MATERIAL PROVIDED:
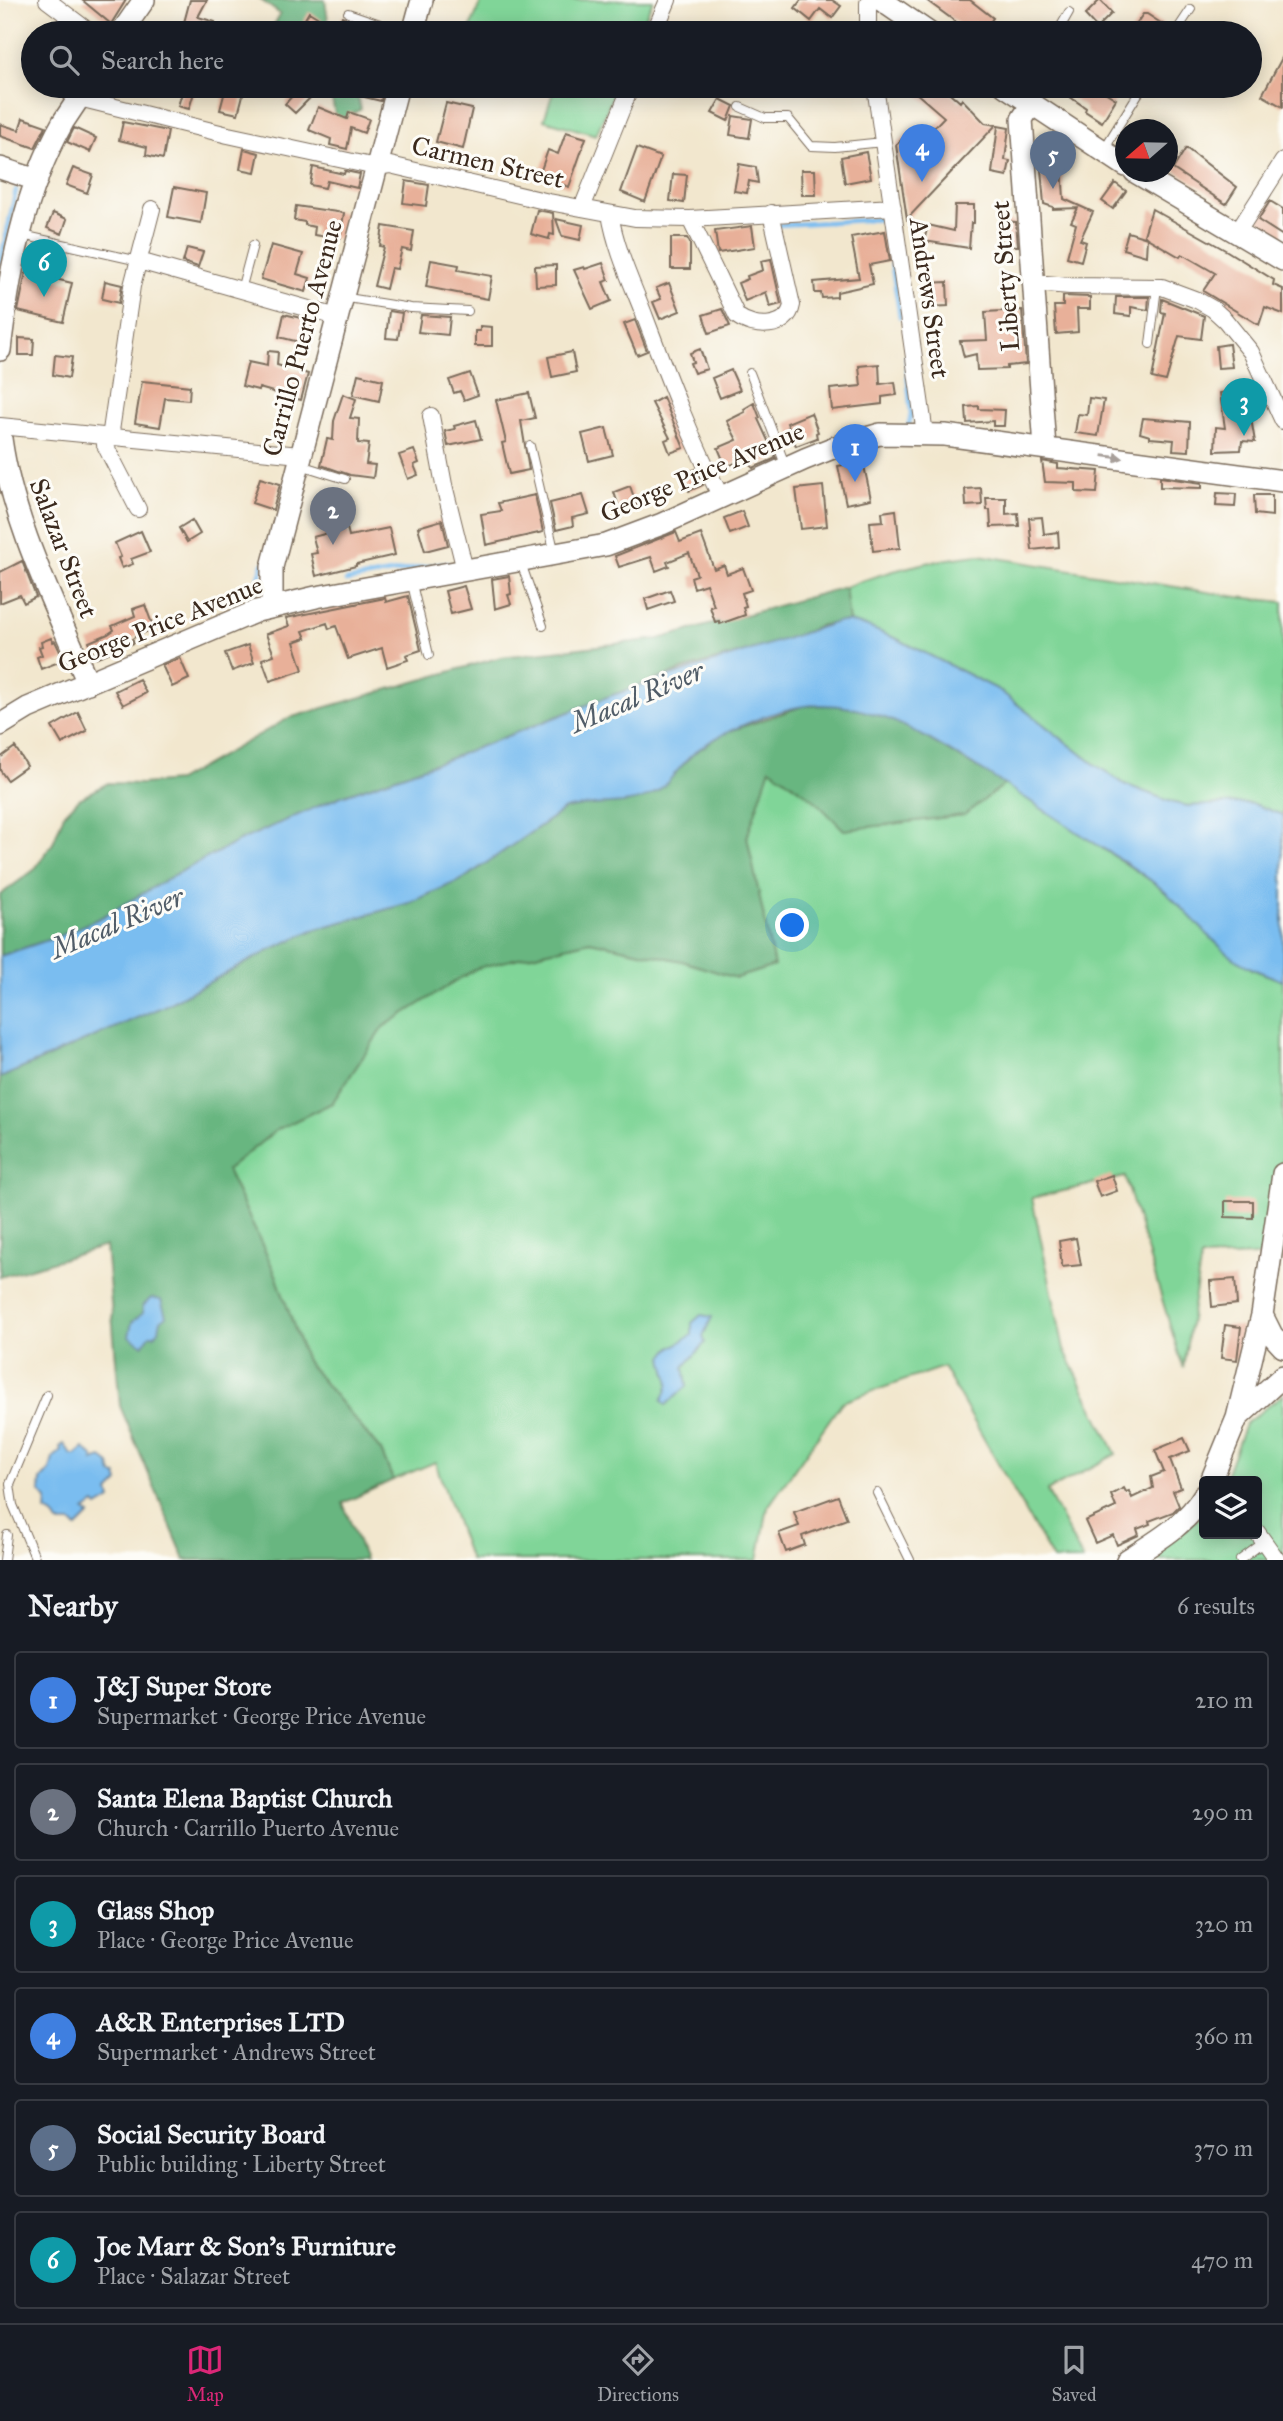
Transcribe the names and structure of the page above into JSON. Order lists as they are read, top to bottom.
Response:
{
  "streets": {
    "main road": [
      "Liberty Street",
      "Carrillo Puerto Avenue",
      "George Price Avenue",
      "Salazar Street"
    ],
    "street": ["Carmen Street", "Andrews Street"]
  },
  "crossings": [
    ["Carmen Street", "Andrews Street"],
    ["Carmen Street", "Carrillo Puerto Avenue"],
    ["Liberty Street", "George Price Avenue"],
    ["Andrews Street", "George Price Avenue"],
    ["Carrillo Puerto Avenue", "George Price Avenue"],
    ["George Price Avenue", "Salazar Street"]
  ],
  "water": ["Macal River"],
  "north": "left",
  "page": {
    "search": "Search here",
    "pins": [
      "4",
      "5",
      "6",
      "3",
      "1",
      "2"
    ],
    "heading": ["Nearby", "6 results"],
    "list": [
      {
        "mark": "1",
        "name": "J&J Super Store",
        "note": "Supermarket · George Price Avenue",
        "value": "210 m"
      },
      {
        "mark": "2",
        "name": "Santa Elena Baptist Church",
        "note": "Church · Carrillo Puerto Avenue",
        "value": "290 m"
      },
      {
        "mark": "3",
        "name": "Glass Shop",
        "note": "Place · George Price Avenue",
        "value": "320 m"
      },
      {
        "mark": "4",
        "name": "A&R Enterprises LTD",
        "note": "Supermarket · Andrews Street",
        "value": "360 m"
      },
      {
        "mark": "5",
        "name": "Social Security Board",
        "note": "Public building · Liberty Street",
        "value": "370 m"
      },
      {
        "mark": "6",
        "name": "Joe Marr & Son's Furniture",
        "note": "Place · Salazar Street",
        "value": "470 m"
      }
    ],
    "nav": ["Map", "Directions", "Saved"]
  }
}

==

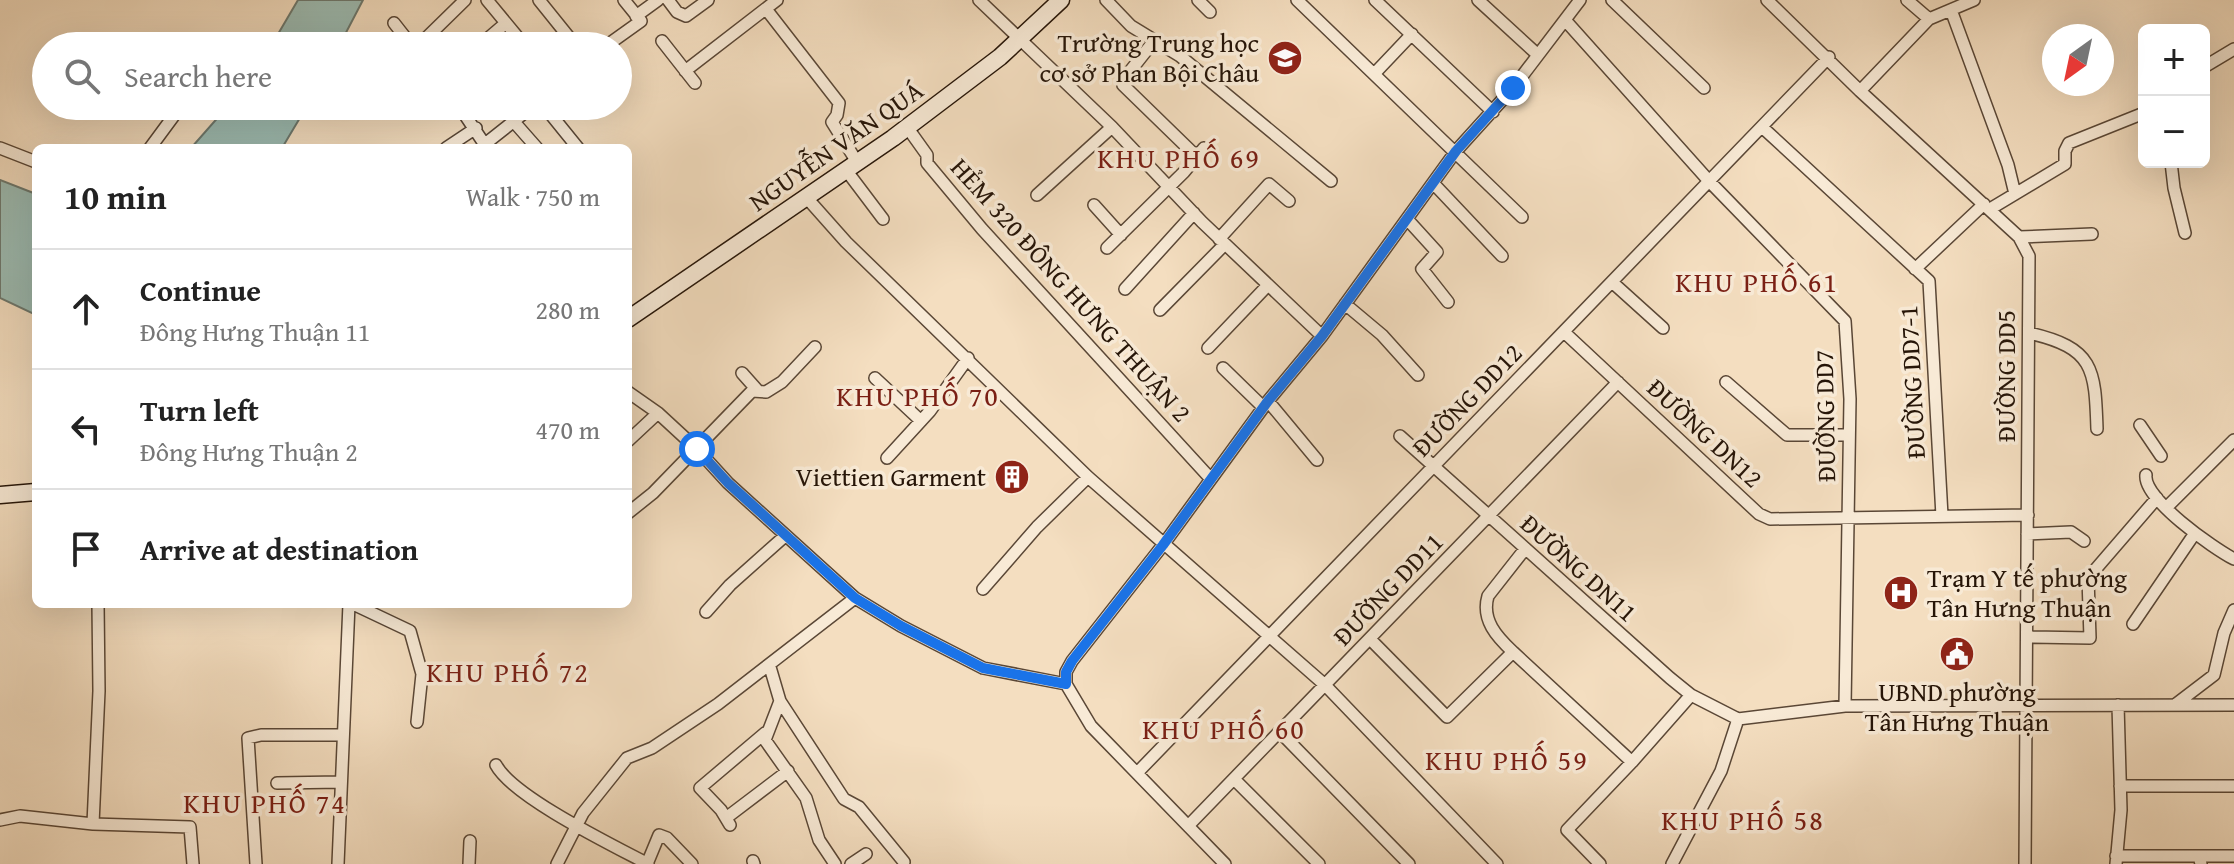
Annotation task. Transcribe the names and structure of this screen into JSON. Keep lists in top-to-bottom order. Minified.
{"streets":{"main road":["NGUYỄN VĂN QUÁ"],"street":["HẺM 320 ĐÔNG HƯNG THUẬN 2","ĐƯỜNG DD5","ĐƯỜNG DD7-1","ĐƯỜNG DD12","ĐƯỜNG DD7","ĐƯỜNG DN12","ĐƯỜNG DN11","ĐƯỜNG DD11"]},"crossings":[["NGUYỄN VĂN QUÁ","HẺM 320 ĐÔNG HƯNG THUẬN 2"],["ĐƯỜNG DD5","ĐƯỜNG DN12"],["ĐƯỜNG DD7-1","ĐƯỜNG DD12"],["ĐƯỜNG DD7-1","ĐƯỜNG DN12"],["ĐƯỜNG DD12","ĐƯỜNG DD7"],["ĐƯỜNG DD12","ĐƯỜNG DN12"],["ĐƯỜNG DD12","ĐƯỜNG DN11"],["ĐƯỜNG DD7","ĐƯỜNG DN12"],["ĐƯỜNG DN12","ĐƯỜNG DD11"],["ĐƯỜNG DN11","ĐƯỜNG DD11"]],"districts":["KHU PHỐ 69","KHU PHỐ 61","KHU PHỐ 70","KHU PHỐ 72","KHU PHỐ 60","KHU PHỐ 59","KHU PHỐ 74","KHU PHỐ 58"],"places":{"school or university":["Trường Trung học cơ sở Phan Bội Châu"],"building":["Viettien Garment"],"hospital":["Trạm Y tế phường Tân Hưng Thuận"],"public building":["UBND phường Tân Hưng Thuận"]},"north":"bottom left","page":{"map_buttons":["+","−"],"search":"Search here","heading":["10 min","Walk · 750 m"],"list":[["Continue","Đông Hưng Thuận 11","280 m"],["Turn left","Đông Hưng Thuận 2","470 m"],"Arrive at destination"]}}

* * *

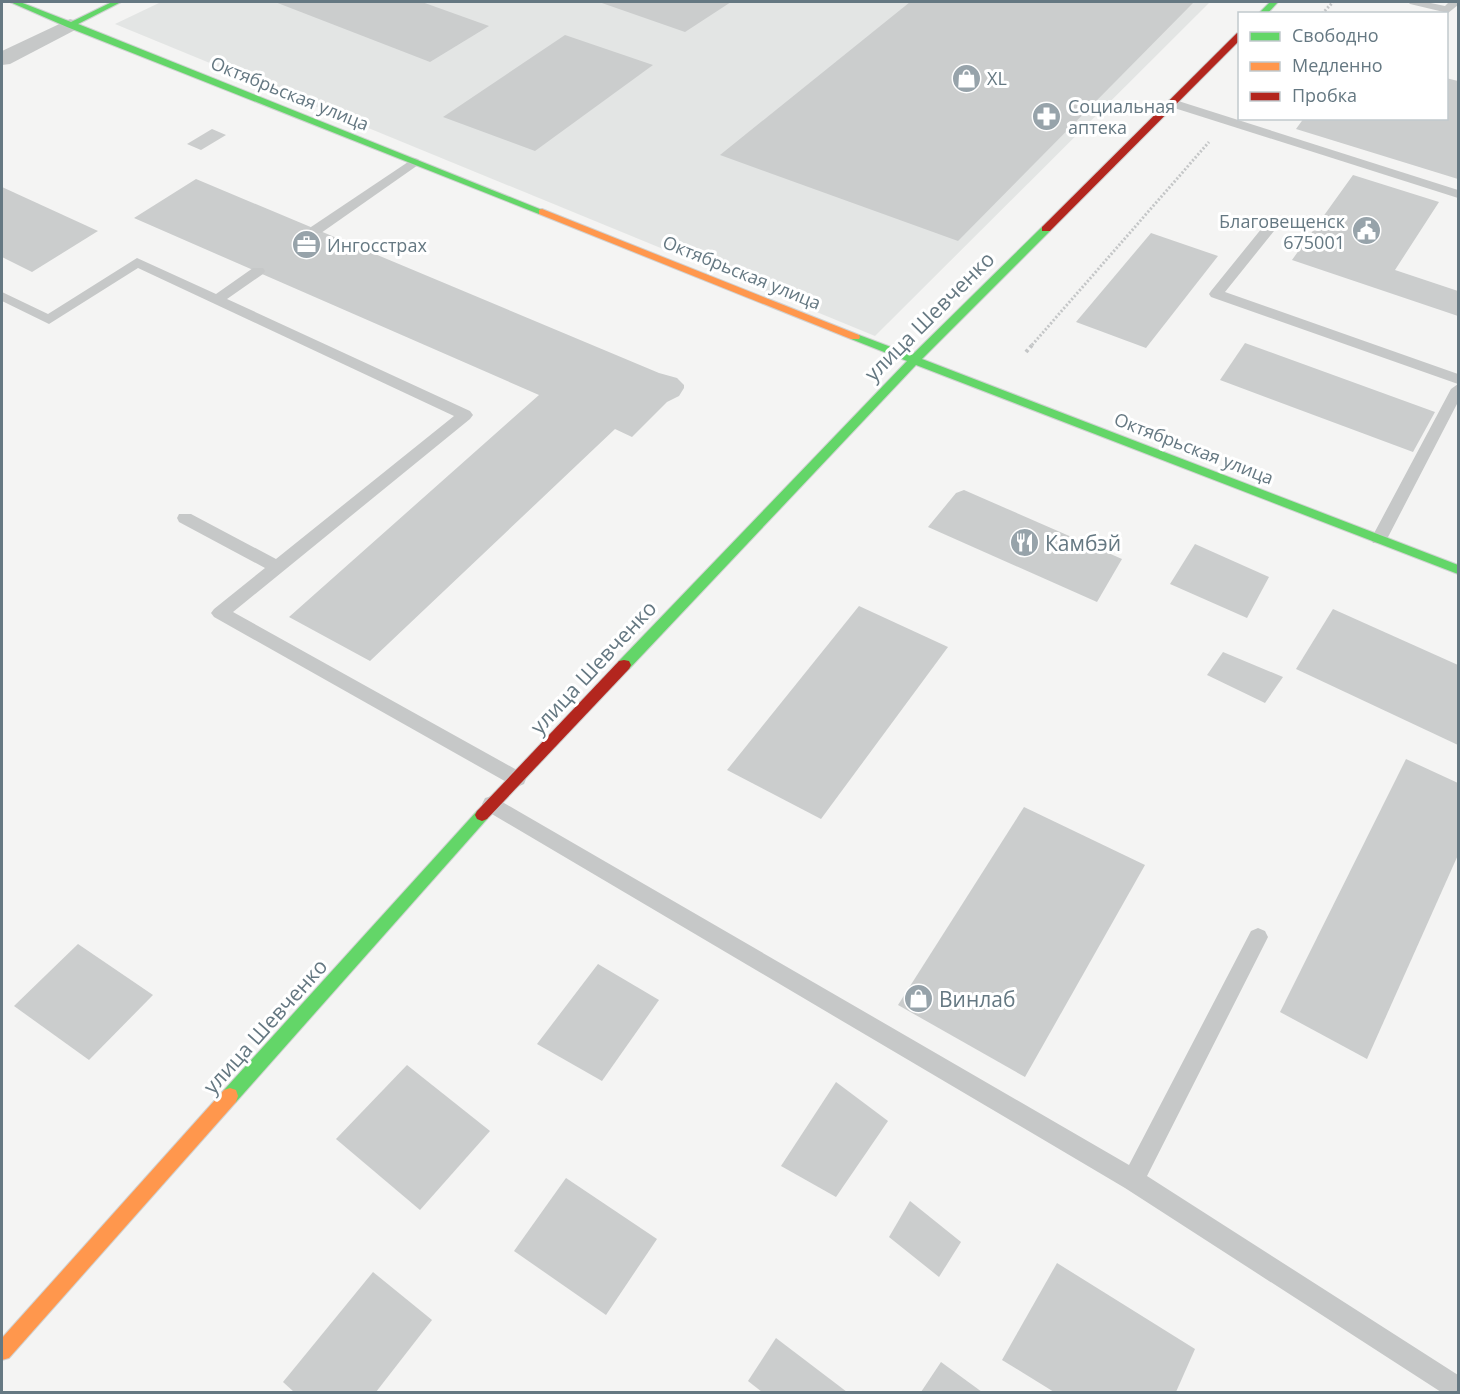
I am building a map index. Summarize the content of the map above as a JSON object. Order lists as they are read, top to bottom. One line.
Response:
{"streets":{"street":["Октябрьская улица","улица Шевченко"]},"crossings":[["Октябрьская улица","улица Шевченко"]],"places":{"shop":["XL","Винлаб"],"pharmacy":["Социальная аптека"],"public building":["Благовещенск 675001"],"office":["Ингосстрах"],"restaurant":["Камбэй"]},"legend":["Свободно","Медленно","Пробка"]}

DIRECTIONS FOR THIS TASK: For the records above, tally the lines in which "read" appears, and give the number by itself.

ANSWER AREA: 2